Wednesday, February 1, 2017

Good News! Mark Harris' "Cinema '67 Revisited" in Film Comment


We'll take good news wherever we can find it nowadays. And the news that Mark Harris is beginning a regular column in Film Comment is some of the best news we've heard in ages. Harris has written one of the best film books ever, "Pictures At A Revolution," which examines Hollywood, America, and the world through the prism of the five Hollywood films nominated for the Best Picture Oscar in 1968.

In Harris' new column in Film Comment, Cinema '67 Revisited, he returns to that fruitful period in a series of biweekly articles.
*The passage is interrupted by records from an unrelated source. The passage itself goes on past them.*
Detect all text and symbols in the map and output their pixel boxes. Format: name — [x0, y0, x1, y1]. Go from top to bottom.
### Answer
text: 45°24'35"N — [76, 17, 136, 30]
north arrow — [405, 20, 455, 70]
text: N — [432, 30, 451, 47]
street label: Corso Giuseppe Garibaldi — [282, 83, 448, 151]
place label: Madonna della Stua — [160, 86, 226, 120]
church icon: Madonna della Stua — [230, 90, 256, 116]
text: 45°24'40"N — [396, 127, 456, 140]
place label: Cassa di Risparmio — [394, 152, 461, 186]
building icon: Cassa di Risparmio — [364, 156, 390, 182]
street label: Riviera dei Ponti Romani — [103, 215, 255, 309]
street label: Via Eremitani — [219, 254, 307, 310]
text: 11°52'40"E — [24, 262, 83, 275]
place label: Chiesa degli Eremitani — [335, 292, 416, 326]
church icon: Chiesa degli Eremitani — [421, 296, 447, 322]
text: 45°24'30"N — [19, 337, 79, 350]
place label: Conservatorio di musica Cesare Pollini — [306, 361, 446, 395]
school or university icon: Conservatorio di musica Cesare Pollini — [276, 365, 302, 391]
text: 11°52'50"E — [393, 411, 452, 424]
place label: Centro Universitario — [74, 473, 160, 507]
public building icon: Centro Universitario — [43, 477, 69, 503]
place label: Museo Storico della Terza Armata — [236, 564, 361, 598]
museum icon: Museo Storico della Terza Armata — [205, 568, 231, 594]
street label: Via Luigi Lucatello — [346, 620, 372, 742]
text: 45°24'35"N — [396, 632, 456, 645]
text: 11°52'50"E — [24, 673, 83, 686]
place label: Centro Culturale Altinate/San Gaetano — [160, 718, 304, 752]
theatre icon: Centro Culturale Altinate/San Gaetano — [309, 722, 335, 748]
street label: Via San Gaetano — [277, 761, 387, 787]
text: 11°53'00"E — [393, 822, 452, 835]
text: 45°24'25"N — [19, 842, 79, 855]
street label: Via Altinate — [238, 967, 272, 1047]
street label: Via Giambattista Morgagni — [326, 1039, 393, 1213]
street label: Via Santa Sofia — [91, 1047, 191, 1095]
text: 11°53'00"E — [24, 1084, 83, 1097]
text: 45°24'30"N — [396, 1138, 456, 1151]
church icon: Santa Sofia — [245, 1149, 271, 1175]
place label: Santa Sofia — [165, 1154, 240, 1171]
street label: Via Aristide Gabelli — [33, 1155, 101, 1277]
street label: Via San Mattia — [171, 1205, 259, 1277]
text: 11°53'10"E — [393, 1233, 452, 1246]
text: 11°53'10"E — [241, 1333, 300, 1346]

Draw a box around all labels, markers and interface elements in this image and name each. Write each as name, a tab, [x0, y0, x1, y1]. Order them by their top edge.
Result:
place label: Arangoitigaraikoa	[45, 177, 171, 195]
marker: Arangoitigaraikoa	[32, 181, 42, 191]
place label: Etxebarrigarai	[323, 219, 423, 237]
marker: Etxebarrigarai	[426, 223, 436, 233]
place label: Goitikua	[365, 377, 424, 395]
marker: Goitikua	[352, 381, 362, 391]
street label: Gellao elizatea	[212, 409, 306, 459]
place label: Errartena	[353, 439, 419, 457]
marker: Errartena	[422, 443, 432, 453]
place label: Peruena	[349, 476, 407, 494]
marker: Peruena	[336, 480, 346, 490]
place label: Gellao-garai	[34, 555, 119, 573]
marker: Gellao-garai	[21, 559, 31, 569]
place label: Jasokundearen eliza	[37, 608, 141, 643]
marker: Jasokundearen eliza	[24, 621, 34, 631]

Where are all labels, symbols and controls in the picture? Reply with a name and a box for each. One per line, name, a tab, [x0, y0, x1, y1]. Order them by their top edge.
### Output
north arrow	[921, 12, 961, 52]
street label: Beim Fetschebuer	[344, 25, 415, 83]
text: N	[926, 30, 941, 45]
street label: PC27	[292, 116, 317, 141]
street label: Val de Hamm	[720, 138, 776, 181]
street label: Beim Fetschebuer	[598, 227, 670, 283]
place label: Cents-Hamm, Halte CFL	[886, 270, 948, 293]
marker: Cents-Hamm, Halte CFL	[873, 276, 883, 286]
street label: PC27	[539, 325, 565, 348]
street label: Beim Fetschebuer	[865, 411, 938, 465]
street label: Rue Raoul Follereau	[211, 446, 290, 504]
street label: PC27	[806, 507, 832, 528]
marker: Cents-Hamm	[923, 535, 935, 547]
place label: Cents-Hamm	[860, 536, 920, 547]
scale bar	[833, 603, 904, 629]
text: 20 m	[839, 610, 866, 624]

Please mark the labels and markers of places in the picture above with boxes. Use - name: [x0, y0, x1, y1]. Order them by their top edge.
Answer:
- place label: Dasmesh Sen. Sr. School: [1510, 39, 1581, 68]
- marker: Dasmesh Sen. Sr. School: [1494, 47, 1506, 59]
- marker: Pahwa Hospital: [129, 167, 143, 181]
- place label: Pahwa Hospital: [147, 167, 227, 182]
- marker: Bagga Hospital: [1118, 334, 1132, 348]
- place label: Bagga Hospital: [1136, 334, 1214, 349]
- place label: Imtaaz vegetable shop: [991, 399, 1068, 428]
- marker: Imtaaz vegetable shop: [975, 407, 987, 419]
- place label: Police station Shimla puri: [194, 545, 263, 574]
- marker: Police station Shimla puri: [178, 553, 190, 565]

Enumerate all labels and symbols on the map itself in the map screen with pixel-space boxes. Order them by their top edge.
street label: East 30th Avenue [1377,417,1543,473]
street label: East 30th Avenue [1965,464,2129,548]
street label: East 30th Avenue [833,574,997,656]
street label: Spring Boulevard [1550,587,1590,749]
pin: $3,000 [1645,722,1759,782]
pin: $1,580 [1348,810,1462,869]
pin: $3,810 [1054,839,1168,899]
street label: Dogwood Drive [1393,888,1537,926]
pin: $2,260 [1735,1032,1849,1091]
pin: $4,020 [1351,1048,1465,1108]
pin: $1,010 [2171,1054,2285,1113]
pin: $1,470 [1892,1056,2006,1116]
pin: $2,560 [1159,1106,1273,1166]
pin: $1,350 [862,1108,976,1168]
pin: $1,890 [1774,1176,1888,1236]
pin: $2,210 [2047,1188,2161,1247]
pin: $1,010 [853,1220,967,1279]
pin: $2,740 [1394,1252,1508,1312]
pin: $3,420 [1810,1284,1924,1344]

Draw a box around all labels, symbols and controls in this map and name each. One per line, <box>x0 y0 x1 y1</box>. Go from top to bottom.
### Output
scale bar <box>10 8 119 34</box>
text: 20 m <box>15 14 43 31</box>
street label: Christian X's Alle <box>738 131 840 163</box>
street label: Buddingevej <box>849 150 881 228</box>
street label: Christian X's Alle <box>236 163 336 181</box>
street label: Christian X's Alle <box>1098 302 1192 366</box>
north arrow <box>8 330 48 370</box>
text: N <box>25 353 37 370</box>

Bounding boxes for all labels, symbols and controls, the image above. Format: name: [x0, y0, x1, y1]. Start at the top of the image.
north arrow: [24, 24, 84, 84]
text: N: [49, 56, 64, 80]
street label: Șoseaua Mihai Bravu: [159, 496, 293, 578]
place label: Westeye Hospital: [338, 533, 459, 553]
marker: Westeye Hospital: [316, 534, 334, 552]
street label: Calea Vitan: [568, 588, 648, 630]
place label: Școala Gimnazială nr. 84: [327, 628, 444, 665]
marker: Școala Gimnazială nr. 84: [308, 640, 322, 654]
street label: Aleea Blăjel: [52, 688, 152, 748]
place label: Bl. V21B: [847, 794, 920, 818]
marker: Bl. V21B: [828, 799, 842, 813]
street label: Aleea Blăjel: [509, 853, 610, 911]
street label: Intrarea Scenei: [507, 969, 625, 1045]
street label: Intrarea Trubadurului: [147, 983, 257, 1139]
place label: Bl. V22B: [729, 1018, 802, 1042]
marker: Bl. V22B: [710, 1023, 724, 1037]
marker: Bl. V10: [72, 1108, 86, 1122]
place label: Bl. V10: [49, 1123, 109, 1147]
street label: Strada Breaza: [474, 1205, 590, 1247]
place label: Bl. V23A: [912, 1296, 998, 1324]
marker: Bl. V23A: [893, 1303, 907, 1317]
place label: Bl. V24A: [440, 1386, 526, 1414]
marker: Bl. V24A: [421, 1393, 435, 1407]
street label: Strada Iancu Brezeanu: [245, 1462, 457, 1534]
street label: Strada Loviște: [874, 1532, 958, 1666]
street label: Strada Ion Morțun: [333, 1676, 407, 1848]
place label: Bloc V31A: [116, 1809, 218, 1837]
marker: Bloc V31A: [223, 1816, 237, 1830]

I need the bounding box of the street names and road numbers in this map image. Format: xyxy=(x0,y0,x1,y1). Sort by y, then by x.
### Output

He begins, as might be expected, with Michelangelo Antonioni's ode to swinging London, paranoia and mimes, BLOW-UP.

He writes:
"With Blow-Up, however, it was clear: Antonioni had compromised nothing. The film starts as a quasi-Hitchcockian thriller about a London fashion photographer who witnesses the aftermath of a murder, but ends as something more metaphysical, environmental, and philosophical. “The English thought me mad,” he told Rex Reed, “But I thought them mad, with all their unions and rules . . . Now everyone talks of the wonderful grass and the wonderful trees, but I painted the grass with green paint and I painted the streets and the buildings with white paint. I even painted the tree trunks. Everything.”
This week, for his second installment, Harris tackles a wild card, the second-tier star-studded soaper, HOTEL.
Hotel is junk, but it is fascinating, revealing junk, heavy with an anxious, dawning knowledge that its era is about to end; the nominally opulent production values hang on the film like a slightly stale cologne that’s been slapped on to mask something worse. The sheen of flop sweat is palpable right from the poster, with the effortful, mostly incomprehensible slogan, “You straightened out the room in broad daylight…but some things still breathed and pulsed with what had happened the night before—“ (It ends like that, with a dash, because even it has no idea where it means to go from there.) The roster of actors—Rod Taylor, Catherine Spaak, Karl Malden, Richard Conte, “and Merle Oberon as ‘The Duchess’”—suggest not an all-star cast but the choices one would make after being turned down by an all-star cast.